Unnamed: 0,first coin,second coin
0,9,6
1,4,3
2,6,3
3,5,5
4,8,6


In [3]:
df.info()

<class 'pandas.core.frame.DataFrame'>
RangeIndex: 500 entries, 0 to 499
Data columns (total 2 columns):
first coin     500 non-null int64
second coin    500 non-null int64
dtypes: int64(2)
memory usage: 7.9 KB


In [4]:
#Okay, now that the dataframe is set, let's make a function that determines how many numbers are 'odd' = 'T' or 'even' = 'H'
#also immediately let's make a summary table in which you can see how many events are TT, TH, HT or HH.
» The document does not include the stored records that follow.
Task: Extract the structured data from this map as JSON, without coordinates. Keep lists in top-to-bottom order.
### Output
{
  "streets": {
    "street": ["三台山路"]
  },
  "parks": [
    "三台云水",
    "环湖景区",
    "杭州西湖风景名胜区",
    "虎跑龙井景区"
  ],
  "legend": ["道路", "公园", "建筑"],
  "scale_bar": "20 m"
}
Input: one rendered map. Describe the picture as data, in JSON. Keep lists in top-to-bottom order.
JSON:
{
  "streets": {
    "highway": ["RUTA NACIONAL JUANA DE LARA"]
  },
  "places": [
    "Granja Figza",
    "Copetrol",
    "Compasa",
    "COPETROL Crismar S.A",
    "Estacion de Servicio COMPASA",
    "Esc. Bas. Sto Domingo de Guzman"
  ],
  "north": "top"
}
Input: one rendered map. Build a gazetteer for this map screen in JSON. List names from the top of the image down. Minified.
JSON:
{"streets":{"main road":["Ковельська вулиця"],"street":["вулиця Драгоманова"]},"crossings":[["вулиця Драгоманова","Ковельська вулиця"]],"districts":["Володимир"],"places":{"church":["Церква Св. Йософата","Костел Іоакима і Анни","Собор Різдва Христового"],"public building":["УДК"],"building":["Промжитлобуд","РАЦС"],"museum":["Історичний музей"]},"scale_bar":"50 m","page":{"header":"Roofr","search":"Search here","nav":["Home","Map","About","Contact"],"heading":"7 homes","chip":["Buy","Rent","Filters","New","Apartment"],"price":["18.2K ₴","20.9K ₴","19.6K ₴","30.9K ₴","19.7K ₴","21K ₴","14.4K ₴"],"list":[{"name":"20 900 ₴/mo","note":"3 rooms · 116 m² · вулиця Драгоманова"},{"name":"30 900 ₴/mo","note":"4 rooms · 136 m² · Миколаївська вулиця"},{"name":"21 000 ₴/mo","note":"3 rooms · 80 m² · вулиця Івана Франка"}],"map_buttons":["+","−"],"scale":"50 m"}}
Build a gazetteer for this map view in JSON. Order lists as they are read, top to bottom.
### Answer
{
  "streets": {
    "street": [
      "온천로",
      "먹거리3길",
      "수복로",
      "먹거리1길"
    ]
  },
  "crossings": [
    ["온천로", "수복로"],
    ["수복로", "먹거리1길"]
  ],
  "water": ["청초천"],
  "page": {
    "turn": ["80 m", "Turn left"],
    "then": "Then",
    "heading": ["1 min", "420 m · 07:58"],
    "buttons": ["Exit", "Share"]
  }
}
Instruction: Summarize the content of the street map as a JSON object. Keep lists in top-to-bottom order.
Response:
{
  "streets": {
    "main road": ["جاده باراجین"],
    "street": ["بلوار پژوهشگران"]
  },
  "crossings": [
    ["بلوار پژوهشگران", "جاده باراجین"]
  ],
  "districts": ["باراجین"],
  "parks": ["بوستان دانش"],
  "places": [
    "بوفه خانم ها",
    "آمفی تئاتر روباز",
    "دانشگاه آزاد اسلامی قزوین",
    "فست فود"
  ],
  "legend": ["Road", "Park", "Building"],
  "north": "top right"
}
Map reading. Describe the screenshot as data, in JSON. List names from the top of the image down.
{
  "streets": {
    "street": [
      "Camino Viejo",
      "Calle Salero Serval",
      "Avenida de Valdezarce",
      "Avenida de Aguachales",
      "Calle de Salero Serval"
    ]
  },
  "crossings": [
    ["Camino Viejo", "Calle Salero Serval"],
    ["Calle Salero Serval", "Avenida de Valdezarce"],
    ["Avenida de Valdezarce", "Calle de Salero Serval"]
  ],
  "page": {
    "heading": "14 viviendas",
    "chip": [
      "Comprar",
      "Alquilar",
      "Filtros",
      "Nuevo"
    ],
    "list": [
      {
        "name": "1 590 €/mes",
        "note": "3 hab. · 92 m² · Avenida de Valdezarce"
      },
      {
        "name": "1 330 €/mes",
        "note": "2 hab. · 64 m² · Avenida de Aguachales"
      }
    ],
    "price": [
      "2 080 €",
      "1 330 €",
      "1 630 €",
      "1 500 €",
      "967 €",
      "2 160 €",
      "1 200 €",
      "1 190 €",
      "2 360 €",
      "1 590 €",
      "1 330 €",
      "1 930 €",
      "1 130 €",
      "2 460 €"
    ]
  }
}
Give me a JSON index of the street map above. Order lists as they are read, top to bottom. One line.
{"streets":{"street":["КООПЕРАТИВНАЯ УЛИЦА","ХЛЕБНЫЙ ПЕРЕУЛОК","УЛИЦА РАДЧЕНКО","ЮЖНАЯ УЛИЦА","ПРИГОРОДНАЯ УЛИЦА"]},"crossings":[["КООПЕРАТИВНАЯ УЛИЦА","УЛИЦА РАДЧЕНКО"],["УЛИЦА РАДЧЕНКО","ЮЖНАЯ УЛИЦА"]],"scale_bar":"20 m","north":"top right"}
df['first toss'] = df['first coin']

def funct(row):
    if (row['first coin'] %2) == 0:
            val = 'H'
    else:
        val = 'T'
    return val

df['first toss'] = df.apply(funct, axis =1 )
df.head()

Unnamed: 0,first coin,second coin,first toss
0,9,6,T
1,4,3,H
2,6,3,H
3,5,5,T
4,8,6,H


In [5]:
def funct(row):
    if (row['second coin'] %2) == 0:
            val = 'H'
    else:
        val = 'T'
    return val

df['second toss'] = df.apply(funct, axis = 1)

In [6]:
df.head()

Unnamed: 0,first coin,second coin,first toss,second toss
0,9,6,T,H
1,4,3,H,T
2,6,3,H,T
3,5,5,T,T
4,8,6,H,H


In [7]:
df['out'] = df['first toss'] + df['second toss']
df

Unnamed: 0,first coin,second coin,first toss,second toss,out
0,9,6,T,H,TH
1,4,3,H,T,HT
2,6,3,H,T,HT
3,5,5,T,T,TT
4,8,6,H,H,HH
5,1,5,T,T,TT
6,8,2,H,H,HH
7,4,7,H,T,HT
8,1,1,T,T,TT
9,4,2,H,H,HH


In [8]:
#Now let's make a dataframe with the frequency per toss-type:
dfnew = pd.DataFrame(df['out'].value_counts()).reset_index()
dfnew

Unnamed: 0,index,out
0,TT,160
1,TH,128
2,HT,125
3,HH,87


In [9]:
dfnew = dfnew.rename(columns={'index':'type', 'out':'frequency' })
dfnew

Unnamed: 0,type,frequency
0,TT,160
1,TH,128
2,HT,125
3,HH,87


In [10]:
#now let's add a relative frequency column (divided by 500):
dfnew['relative frequency'] = dfnew['frequency']/500
dfnew

Unnamed: 0,type,frequency,relative frequency
0,TT,160,0.32
1,TH,128,0.256
2,HT,125,0.25
3,HH,87,0.174


## Assignment: 
compute the probability of tossing two coins 500 times and observing exactly one head using the 2nd definition of probability:
$P(E) \cong \frac{n_e}{n}$


Where $n_e$ is the total of the two frequencies of 'HT' and 'TH'. 
Let's compute this.

In [11]:
v1 = dfnew.iloc[1]['frequency']
v2 = dfnew.iloc[2]['frequency']
P = (v1 + v2) / 500 
print('The probability of tossing two coins 500 times and observing exactly one head is: '+str(P))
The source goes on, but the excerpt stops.